Nevertheless, do not expect to be able to place your children in any school apart from you, with other people, and expect to maintain the same level of discipline that is possible when your children are with you. Even well-intentioned school administrators and teachers are greatly hindered in the task of applying biblical discipline to the students in their care. No such restraints tie the hands of the Christian school manager family when disciplining and chastising their own children at their own school. With your own school, your children are always with you, a much better setup than having to deal with events at a school miles away from work, or limiting yourself to handling discipline matters yourself after school hours.

A Trade

Another prime advantage of the Grace Community system is the education you can give your children while they are with you at work all day. Education becomes much more than reading, writing, and ‘rithmetic. The GCS model allows you to give your children a trade. No other school can match that! References are sometimes made to the “school of life.” Well, Grace Community Schools is a school of life. An adult with no way of providing for himself is one not truly ready for life. Knowledge of a trade is necessary.

The dictionary defines a trade as “an occupation pursued as a business or livelihood.” A trade is more than just “a job,” it’s a set of skills, knowledge, and experience needed to provide a livelihood doing a particular job. Education for the children of those running a Grace Community School becomes a whole life education, in all it’s various aspects. Business experience, teaching experience, managing a paycheck, learning to deal with and manage people, building character traits like discipline and reliability—all are part of the education one receives at GCS. Academic subjects are there, too, but they are just one facet of this whole-life instruction.

One of our society’s many problems is that students who graduate from our educational system are not equipped for any kind of real-life work. All they know (if they know anything) is how to spit up the answers they’ve rehearsed for a test.
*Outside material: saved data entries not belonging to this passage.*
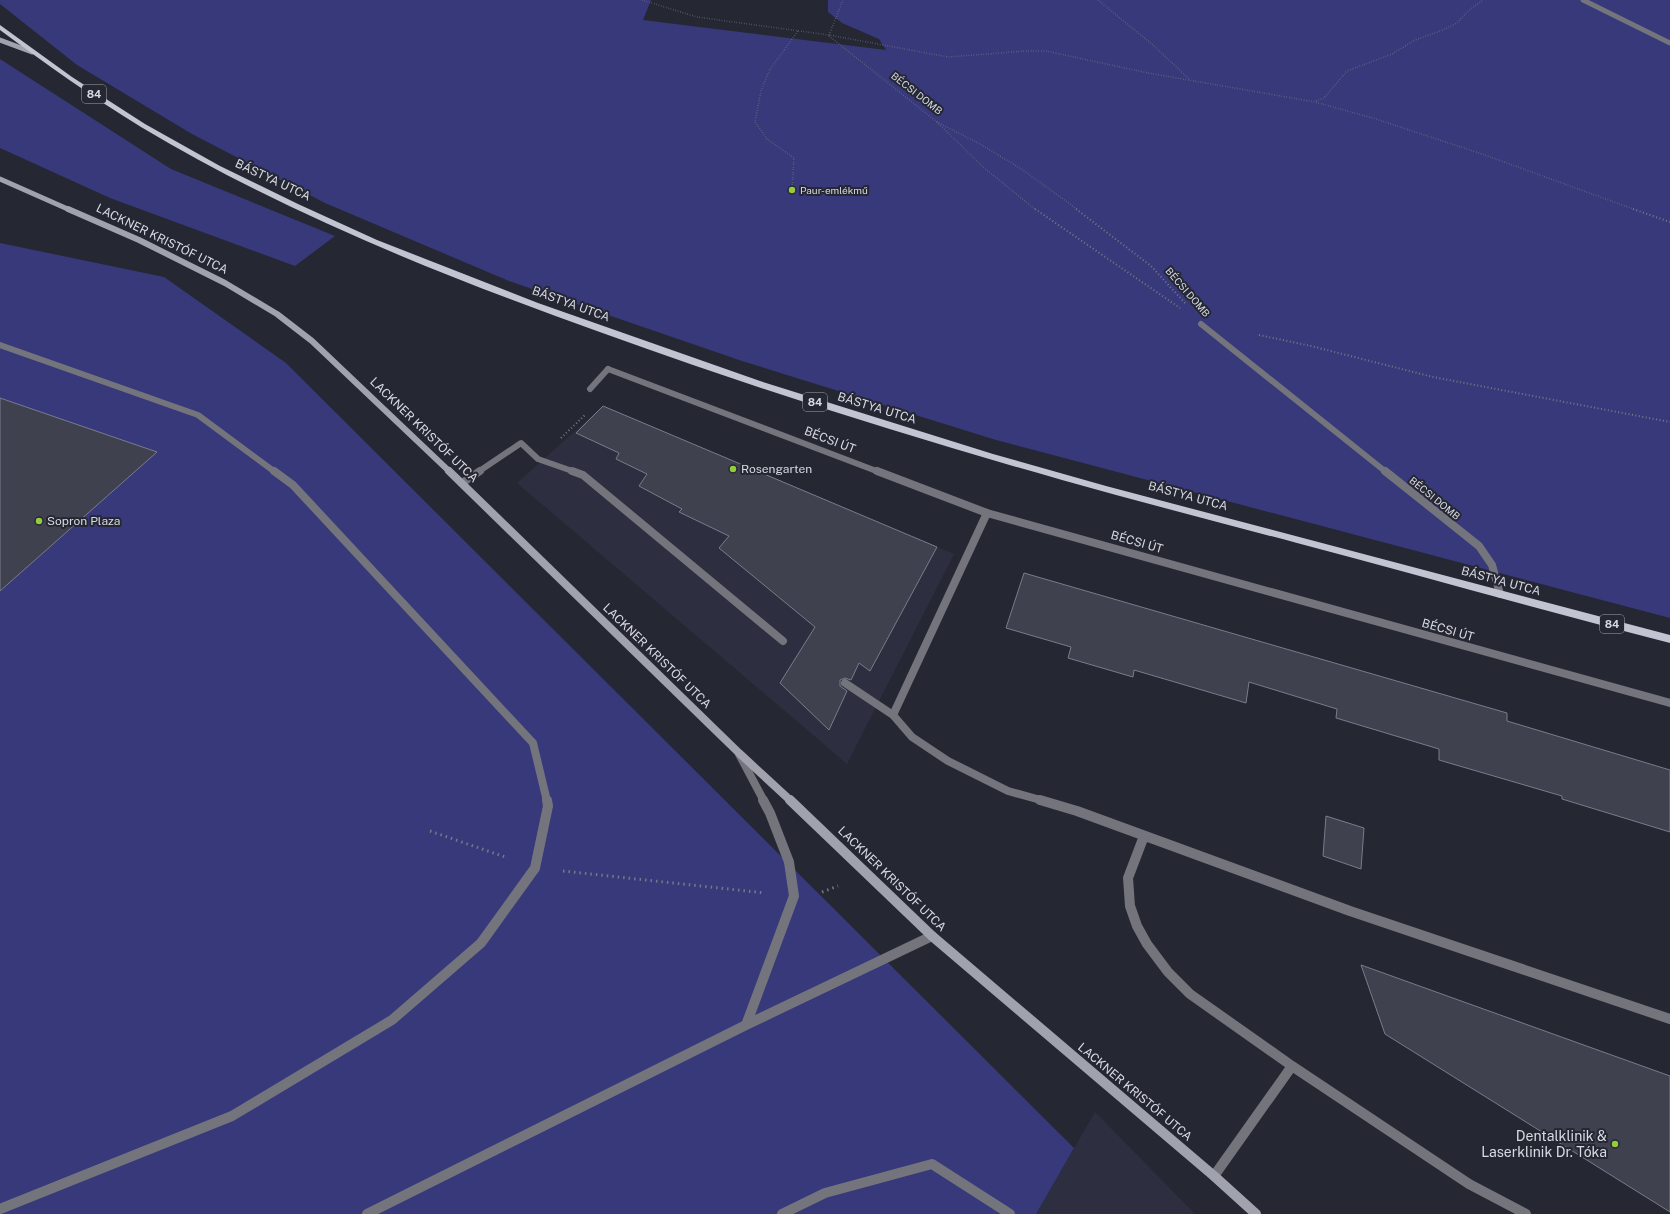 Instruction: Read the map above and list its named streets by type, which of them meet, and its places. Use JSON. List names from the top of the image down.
{
  "streets": {
    "main road": ["84", "BÁSTYA UTCA"],
    "street": ["BÉCSI DOMB", "LACKNER KRISTÓF UTCA", "BÉCSI ÚT"]
  },
  "crossings": [
    ["BÉCSI DOMB", "BÁSTYA UTCA"],
    ["84", "BÁSTYA UTCA"]
  ],
  "places": [
    "Paur-emlékmű",
    "Rosengarten",
    "Sopron Plaza",
    "Dentalklinik & Laserklinik Dr. Tóka"
  ]
}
I know, I’ve worked with many, many of these people over the years. There is no good reason for this to be so. The process of training these individuals is painful for both the trainer and trainee. A person with a college diploma who doesn’t know how to clean a bathroom has a lot of maturing to do before he or she is ready for the workforce. Being a good Christian school owner/manager/teacher requires a very wide range of practical skills. Yes, even knowing how to properly clean a toilet. Rather than waiting until their schooling is complete, children should be taught these skills at an early age. The Grace Community School model allows this to happen. We didn’t invent this; it is the model that has traditionally been followed throughout history. We are simply returning to it.

Why should your children waste their high school years on abstract academic minutia, then go off to college to risk their sexual purity and spend thousands upon thousands of dollars for a piece of paper? God will one day call upon us to give an account of what he has given us. I do not want to explain to God why I sacrificed my children to the idol of “higher” education and squandered money that should have been spent advancing God’s kingdom. The value of a college degree is steadily decreasing, and it pains me to see so many Christians, even homeschoolers, still chasing after it. (I am not decrying the value of becoming properly credentialed in your chosen field, just the standard model of gaining those credentials. I will have more to say about this later.)
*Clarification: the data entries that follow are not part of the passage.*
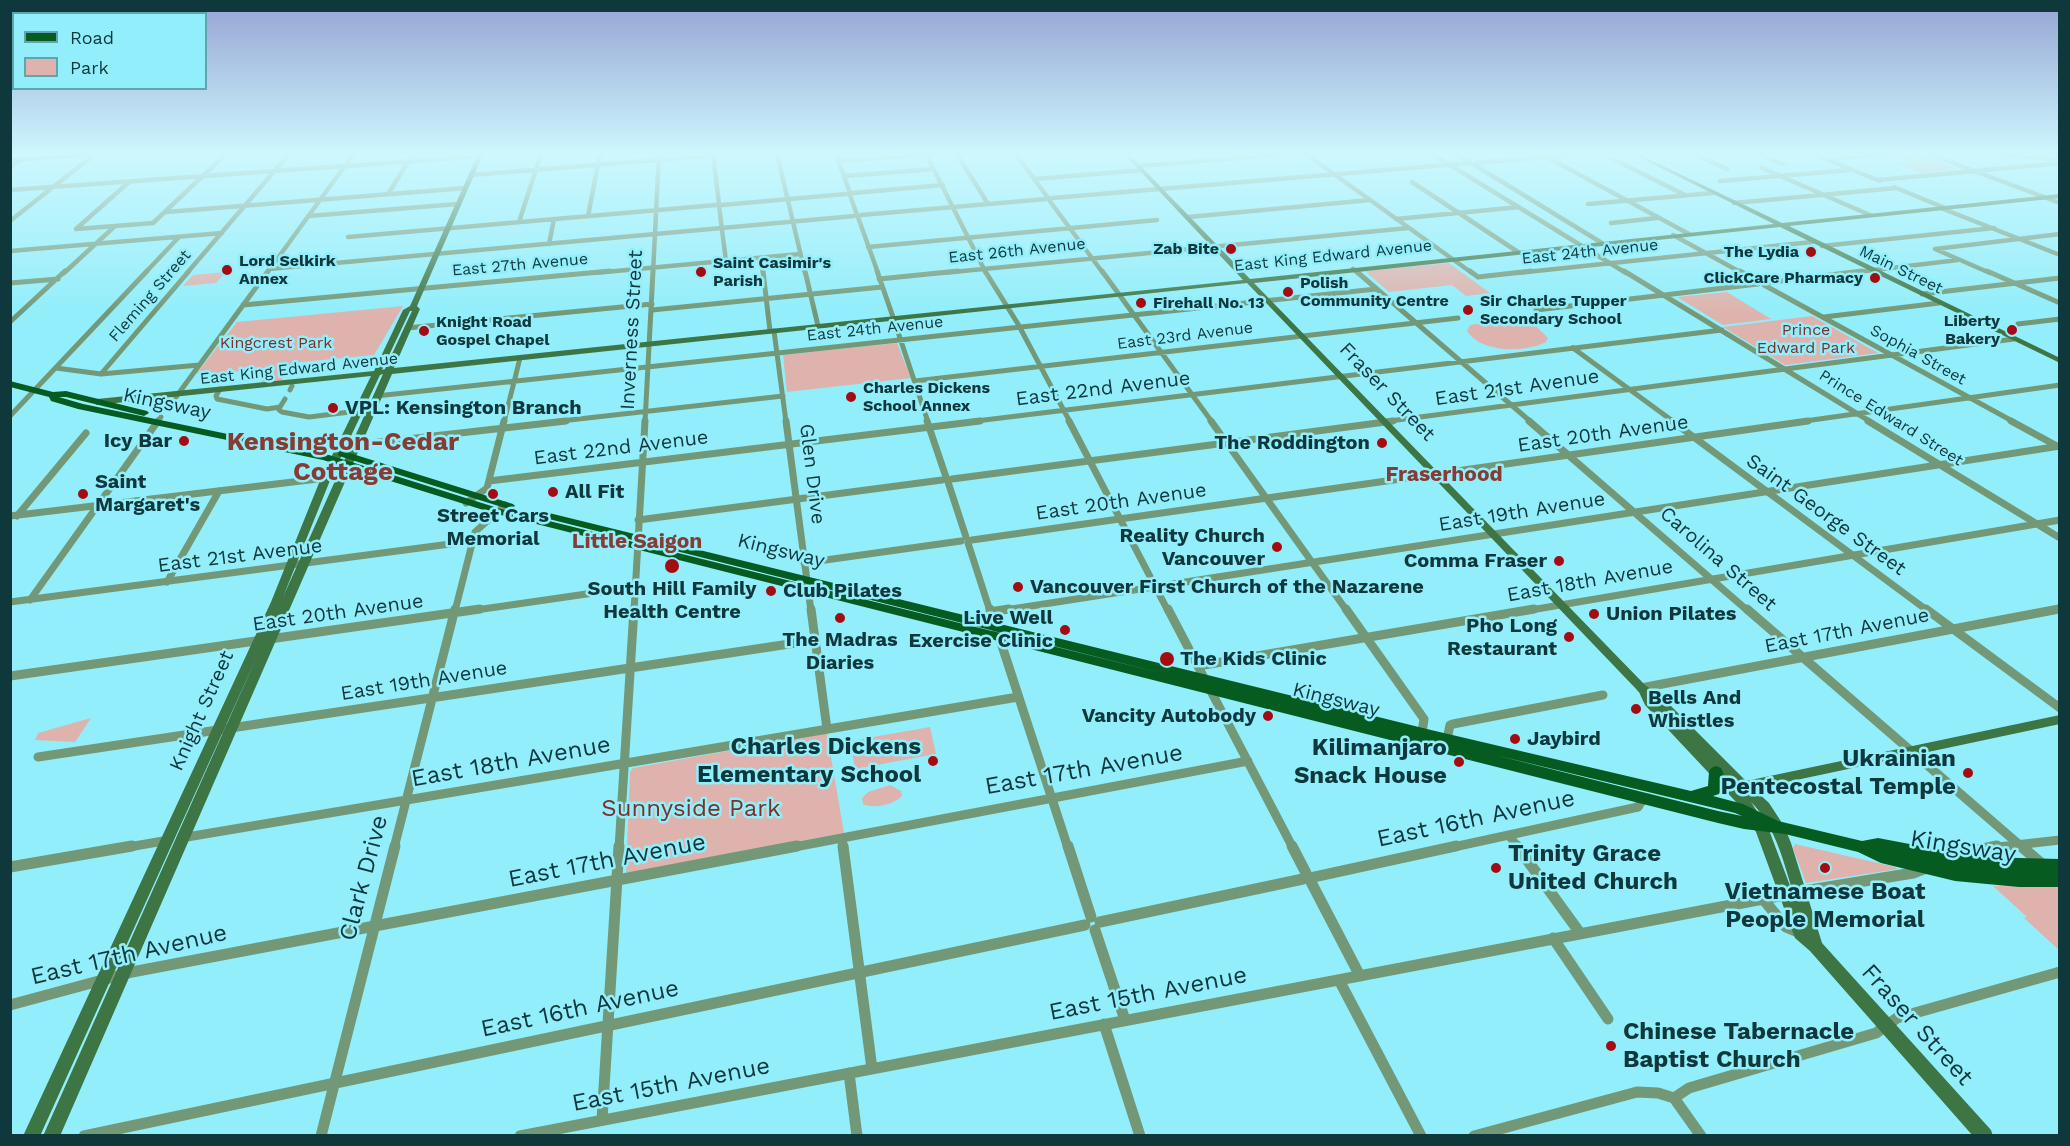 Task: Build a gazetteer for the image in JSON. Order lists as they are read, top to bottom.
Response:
{
  "streets": {
    "main road": [
      "East King Edward Avenue",
      "Main Street",
      "Fraser Street",
      "Kingsway",
      "Knight Street"
    ],
    "street": [
      "East 26th Avenue",
      "East 24th Avenue",
      "East 27th Avenue",
      "Fleming Street",
      "Inverness Street",
      "East 23rd Avenue",
      "Sophia Street",
      "East 21st Avenue",
      "East 22nd Avenue",
      "Prince Edward Street",
      "East 20th Avenue",
      "Glen Drive",
      "East 19th Avenue",
      "Saint George Street",
      "Carolina Street",
      "East 18th Avenue",
      "East 17th Avenue",
      "East 16th Avenue",
      "Clark Drive",
      "East 15th Avenue"
    ]
  },
  "crossings": [
    ["East 26th Avenue", "Fraser Street"],
    ["East 24th Avenue", "East King Edward Avenue"],
    ["East 24th Avenue", "Main Street"],
    ["East 24th Avenue", "Inverness Street"],
    ["East 24th Avenue", "Sophia Street"],
    ["East 24th Avenue", "Fraser Street"],
    ["East 24th Avenue", "Prince Edward Street"],
    ["East 24th Avenue", "Glen Drive"],
    ["East 24th Avenue", "Carolina Street"],
    ["East 24th Avenue", "Knight Street"],
    ["East King Edward Avenue", "Main Street"],
    ["East King Edward Avenue", "Inverness Street"],
    ["East King Edward Avenue", "Sophia Street"],
    ["East King Edward Avenue", "Fraser Street"],
    ["East King Edward Avenue", "Kingsway"],
    ["East King Edward Avenue", "Prince Edward Street"],
    ["East King Edward Avenue", "Glen Drive"],
    ["East King Edward Avenue", "Carolina Street"],
    ["East King Edward Avenue", "Knight Street"],
    ["East 27th Avenue", "Inverness Street"],
    ["East 27th Avenue", "Glen Drive"],
    ["East 27th Avenue", "Knight Street"],
    ["Main Street", "East 21st Avenue"],
    ["Inverness Street", "East 21st Avenue"],
    ["Inverness Street", "East 22nd Avenue"],
    ["Inverness Street", "Kingsway"],
    ["Inverness Street", "East 20th Avenue"],
    ["Inverness Street", "East 19th Avenue"],
    ["Inverness Street", "East 18th Avenue"],
    ["Inverness Street", "East 17th Avenue"],
    ["Inverness Street", "East 16th Avenue"],
    ["Inverness Street", "East 15th Avenue"],
    ["East 23rd Avenue", "Fraser Street"],
    ["East 23rd Avenue", "Carolina Street"],
    ["Sophia Street", "East 21st Avenue"],
    ["Sophia Street", "East 20th Avenue"],
    ["Sophia Street", "East 19th Avenue"],
    ["East 21st Avenue", "Fraser Street"],
    ["East 21st Avenue", "Prince Edward Street"],
    ["East 21st Avenue", "Glen Drive"],
    ["East 21st Avenue", "Saint George Street"],
    ["East 21st Avenue", "Carolina Street"],
    ["East 21st Avenue", "Knight Street"],
    ["East 21st Avenue", "Clark Drive"],
    ["East 22nd Avenue", "Fraser Street"],
    ["East 22nd Avenue", "Prince Edward Street"],
    ["East 22nd Avenue", "Glen Drive"],
    ["East 22nd Avenue", "Saint George Street"],
    ["East 22nd Avenue", "Carolina Street"],
    ["Fraser Street", "Kingsway"],
    ["Fraser Street", "East 20th Avenue"],
    ["Fraser Street", "East 19th Avenue"],
    ["Fraser Street", "East 18th Avenue"],
    ["Fraser Street", "East 17th Avenue"],
    ["Fraser Street", "East 15th Avenue"],
    ["Kingsway", "Glen Drive"],
    ["Kingsway", "Carolina Street"],
    ["Kingsway", "Knight Street"],
    ["Kingsway", "East 16th Avenue"],
    ["Kingsway", "Clark Drive"],
    ["Kingsway", "East 15th Avenue"],
    ["Prince Edward Street", "East 20th Avenue"],
    ["Prince Edward Street", "East 19th Avenue"],
    ["Prince Edward Street", "East 18th Avenue"],
    ["East 20th Avenue", "Glen Drive"],
    ["East 20th Avenue", "Saint George Street"],
    ["East 20th Avenue", "Carolina Street"],
    ["East 20th Avenue", "Knight Street"],
    ["East 20th Avenue", "Clark Drive"],
    ["Glen Drive", "East 19th Avenue"],
    ["Glen Drive", "East 18th Avenue"],
    ["East 19th Avenue", "Saint George Street"],
    ["East 19th Avenue", "Carolina Street"],
    ["East 19th Avenue", "Knight Street"],
    ["East 19th Avenue", "Clark Drive"],
    ["Saint George Street", "East 18th Avenue"],
    ["Saint George Street", "East 17th Avenue"],
    ["Carolina Street", "East 18th Avenue"],
    ["Carolina Street", "East 17th Avenue"],
    ["East 18th Avenue", "Knight Street"],
    ["East 18th Avenue", "Clark Drive"],
    ["East 17th Avenue", "Knight Street"],
    ["East 17th Avenue", "Clark Drive"],
    ["East 16th Avenue", "Clark Drive"]
  ],
  "districts": ["Kensington-Cedar Cottage", "Fraserhood", "Little Saigon"],
  "parks": ["Prince Edward Park", "Kingcrest Park", "Sunnyside Park"],
  "places": [
    "Zab Bite",
    "The Lydia",
    "Lord Selkirk Annex",
    "Saint Casimir's Parish",
    "ClickCare Pharmacy",
    "Polish Community Centre",
    "Firehall No. 13",
    "Sir Charles Tupper Secondary School",
    "Liberty Bakery",
    "Knight Road Gospel Chapel",
    "Charles Dickens School Annex",
    "VPL: Kensington Branch",
    "Icy Bar",
    "The Roddington",
    "All Fit",
    "Saint Margaret's",
    "Street Cars Memorial",
    "Reality Church Vancouver",
    "Comma Fraser",
    "South Hill Family Health Centre",
    "Vancouver First Church of the Nazarene",
    "Club Pilates",
    "Union Pilates",
    "The Madras Diaries",
    "Live Well Exercise Clinic",
    "Pho Long Restaurant",
    "The Kids Clinic",
    "Bells And Whistles",
    "Vancity Autobody",
    "Jaybird",
    "Charles Dickens Elementary School",
    "Kilimanjaro Snack House",
    "Ukrainian Pentecostal Temple",
    "Trinity Grace United Church",
    "Vietnamese Boat People Memorial",
    "Chinese Tabernacle Baptist Church"
  ],
  "legend": ["Road", "Park"]
}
I have certainly not always thought this way. Only after I saw what could be accomplished in an apprenticeship program did I change my mind, and that after much prodding by the Holy Spirit. I realized people I knew or had talked to who had attended universities were not better off for the experience. Having children of my own also clarified my thinking. I don’t know how many times I’ve talked to parents at our schools who were unsatisfied with their lives for a multitude of reasons. Their chosen remedy? Getting a college degree. The idea saturates our culture. It takes courage and the wisdom of God to go against it.

Instead of college, why not apprenticeship? Grace Community Schools is firmly committed to this method of education. In addition to using it with our own children, we also make this training available via our three-year apprenticeship program. You start with the basics, and work your way up. You will always learn through real-life, on-the-job experiences at one of our schools. After gaining experience in the classroom, you will move on to management training. You will also receive a seminary-level course of study in systematic theology and biblical law—the Christian teacher/manager must have a foundation in theology. We will also assist you in procuring the credentials necessary to work in the early childhood educational field. Hard work and faith is essential, but for those who persevere, it is worth it.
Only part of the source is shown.